Excluding the restructuring expense, EBITDA for the quarter was $11.2
million.
-
Net working capital (defined as accounts receivable plus inventories
less accounts payable) was $126.3 million at the end of the second
quarter of fiscal 2009 compared with $135.0 million at the end of the
second quarter in the prior year. Working capital turns decreased to
4.9 turns from 5.1 turns for the second fiscal quarter of 2009.
-
Net debt (defined as short-term debt plus long-term debt less cash)
decreased to $114.5 million at December 31, 2008 from $115.3 million
at September 30, 2008. The Company’s balance sheet leverage ratio of
net debt to total capital was 34.9% at December 31, 2008 compared with
34.4% at September 30, 2008.
A reconciliation of net income, earnings per share, net income from
continuing operations and EBITDA from reported GAAP amounts to non-GAAP
amounts is included later in this release.
Management Comments
“Our second-quarter performance was affected by the global economic
downturn,” said President and CEO Roger Fix. “We have taken swift and
aggressive actions to reduce our expenses, maximize near-term
profitability and enhance liquidity as weak economic conditions persist.
Our cost reduction initiatives have been centered on three areas:
workforce cutbacks, plant consolidations and materials cost reductions.
At the same time, we continued our strong focus on working capital
management and cash flow generation.

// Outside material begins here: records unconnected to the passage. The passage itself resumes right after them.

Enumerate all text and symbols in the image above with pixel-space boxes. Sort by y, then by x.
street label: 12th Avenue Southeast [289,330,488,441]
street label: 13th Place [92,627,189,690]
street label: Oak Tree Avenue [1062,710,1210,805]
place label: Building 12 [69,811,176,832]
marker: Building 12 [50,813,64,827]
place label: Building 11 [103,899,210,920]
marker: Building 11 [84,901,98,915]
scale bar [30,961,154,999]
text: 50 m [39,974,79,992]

During the quarter we succeeded in
generating $17.4 million in free cash flow.”
“Since the beginning of fiscal 2009 we have reduced our US-based
salaried staffing levels by more 190 positions, or 20%,” continued Fix.

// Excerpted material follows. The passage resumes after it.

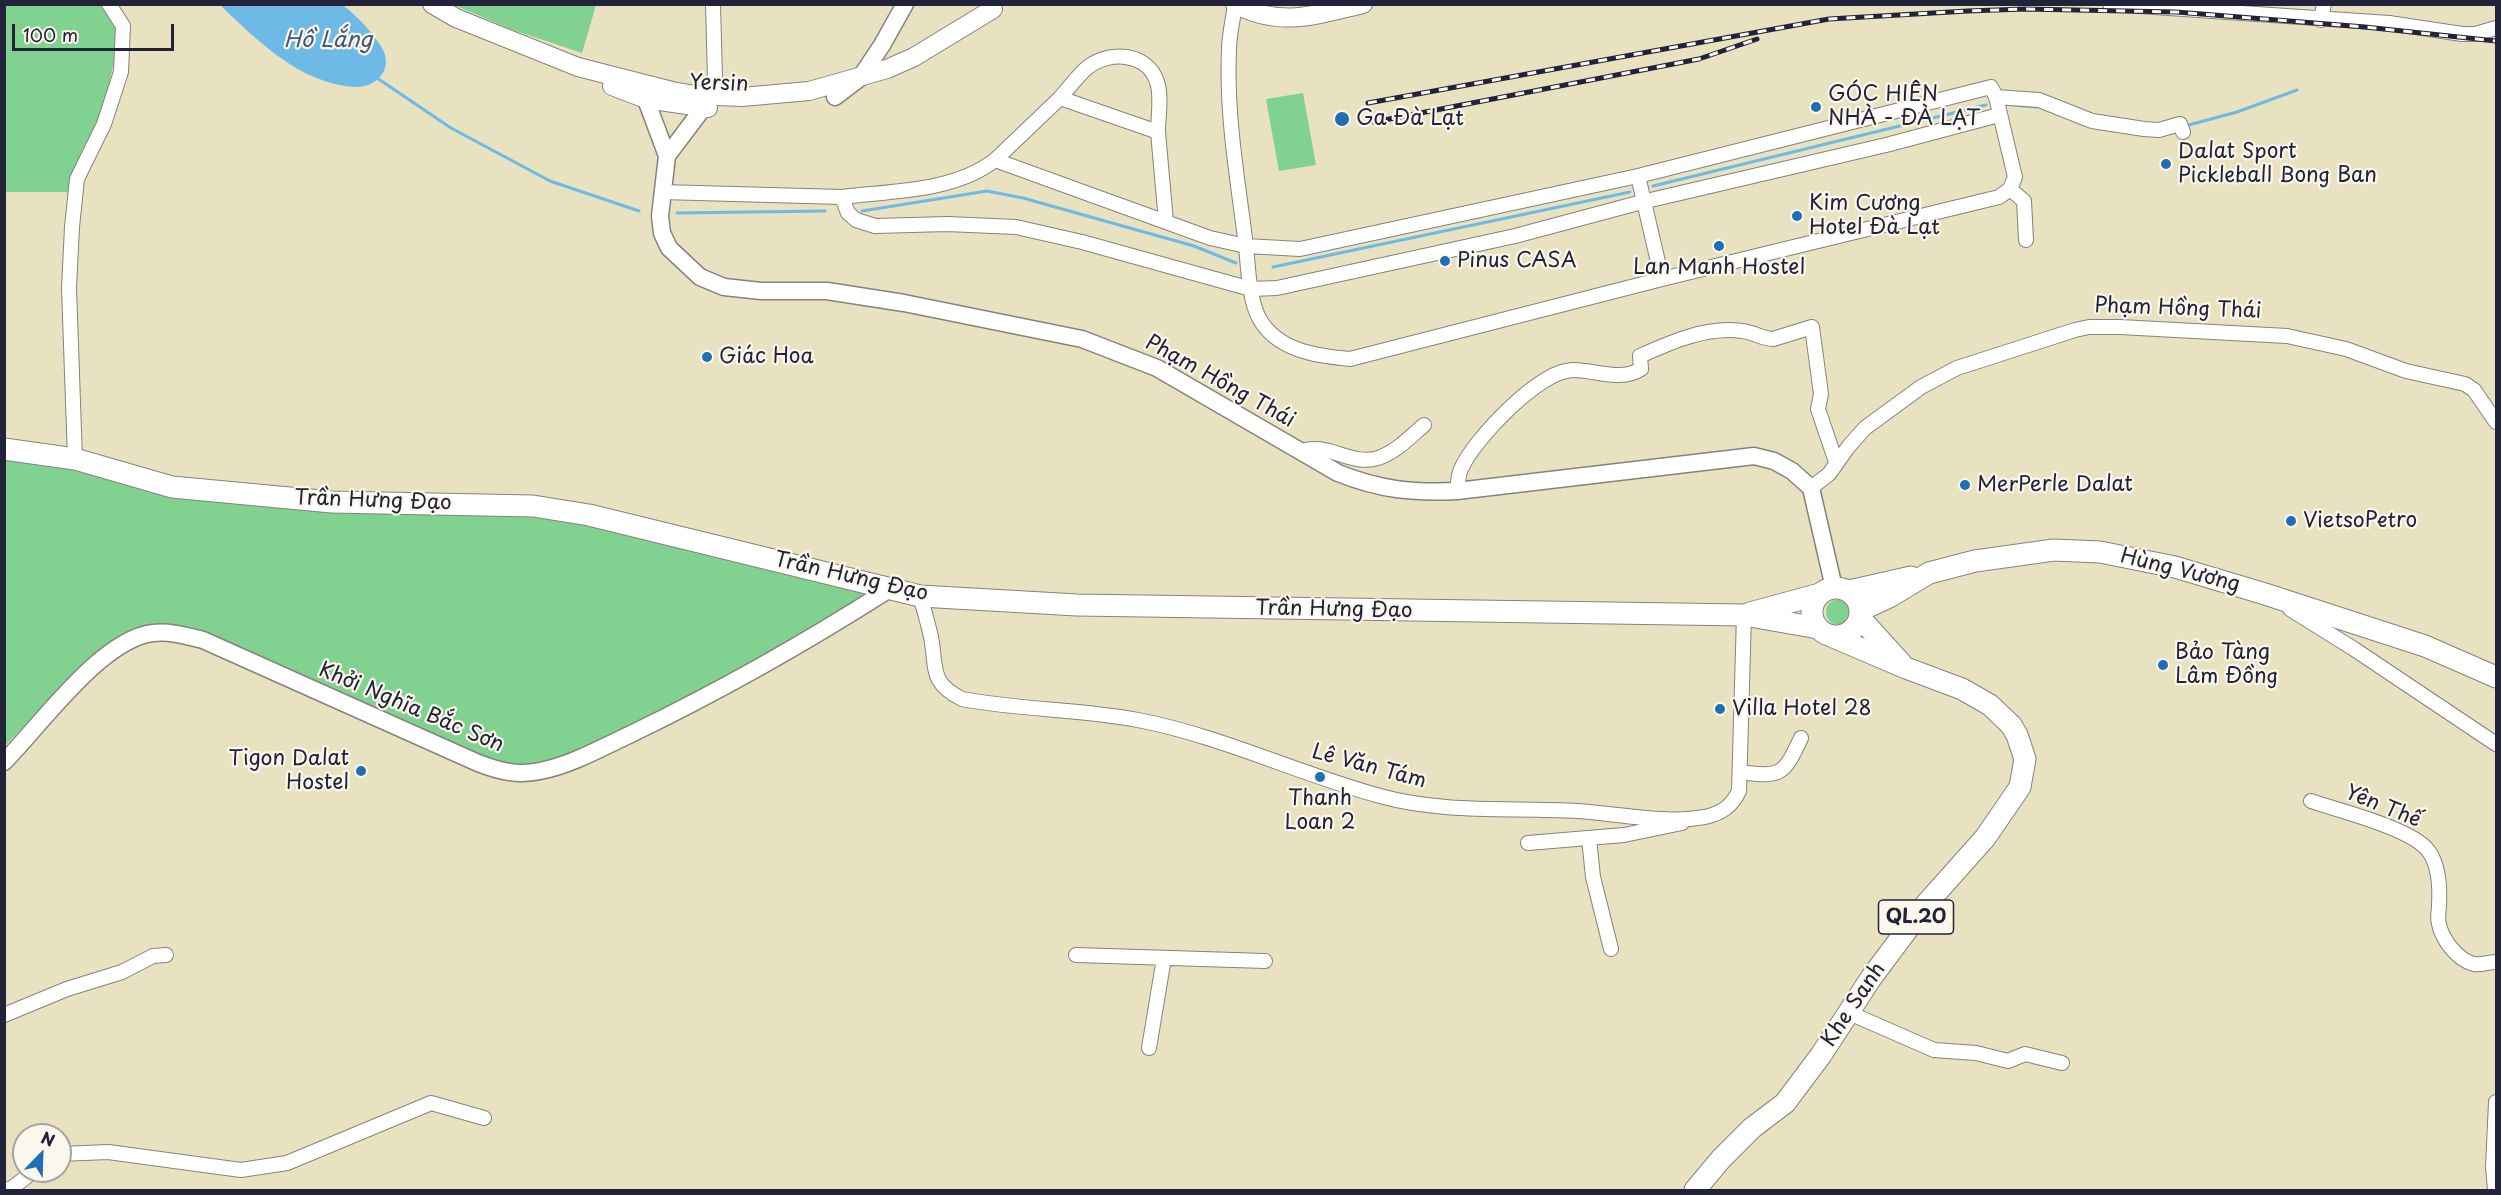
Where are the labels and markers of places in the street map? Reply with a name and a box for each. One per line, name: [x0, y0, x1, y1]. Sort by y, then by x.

“We expect annualized savings of approximately $11 million from this
action.1 In addition, we have announced a general hiring
freeze and that all non-union employee salaries will be frozen for at
least 12 months.”
“As part of our ongoing efforts to improve the utilization of our
manufacturing infrastructure, during the second quarter we closed a
Hydraulics Products group operation and consolidated the production into
an existing facility,” said Fix. “We also recently announced the
consolidation of three additional manufacturing locations in the second
half of fiscal 2009. In our Food Service group, we are closing a Cooking
Solutions facility in New York and will move production to our
operations in Mexico and Wyoming. In our Engraving group, we are
consolidating the mold texturizing production from our Detroit facility
into our Canadian facility. In Engineered Products, we are consolidating
the production from our remaining Canadian operation into existing
facilities located in Mexico and China. Production relocation for each
group will be completed during the third and fourth quarters of the
current fiscal year. We expect to realize annual savings in the range of
$3.8 to $4.5 million beginning in the first quarter of fiscal 2010.” 1
“We also have been successful in achieving cost reductions from our
suppliers,” added Fix. “Negotiations with the suppliers are ongoing. We
expect that resulting savings will begin during the current third
quarter and continue to ramp up in the fourth quarter.1 From
this initiative we have targeted to achieve a minimum run rate of $5 to
$6 million of annual savings by the end of the fourth quarter of fiscal
2009 compared with our cost structure during the first half of fiscal
2009.”1
The company incurred restructuring expense of approximately $0.8 million
during the quarter in conjunction with the staff reduction and expects
to record restructuring expenses related to the plant consolidations in
the range of $1.8 to $2.2 million during the second half of fiscal 2009
and the first quarter of fiscal 2010.1
Food
Service Equipment Group revenues decreased by
7.3% and operating income declined by 35.7% year-over-year due to the
decline in sales as well as unfavorable changes in product mix.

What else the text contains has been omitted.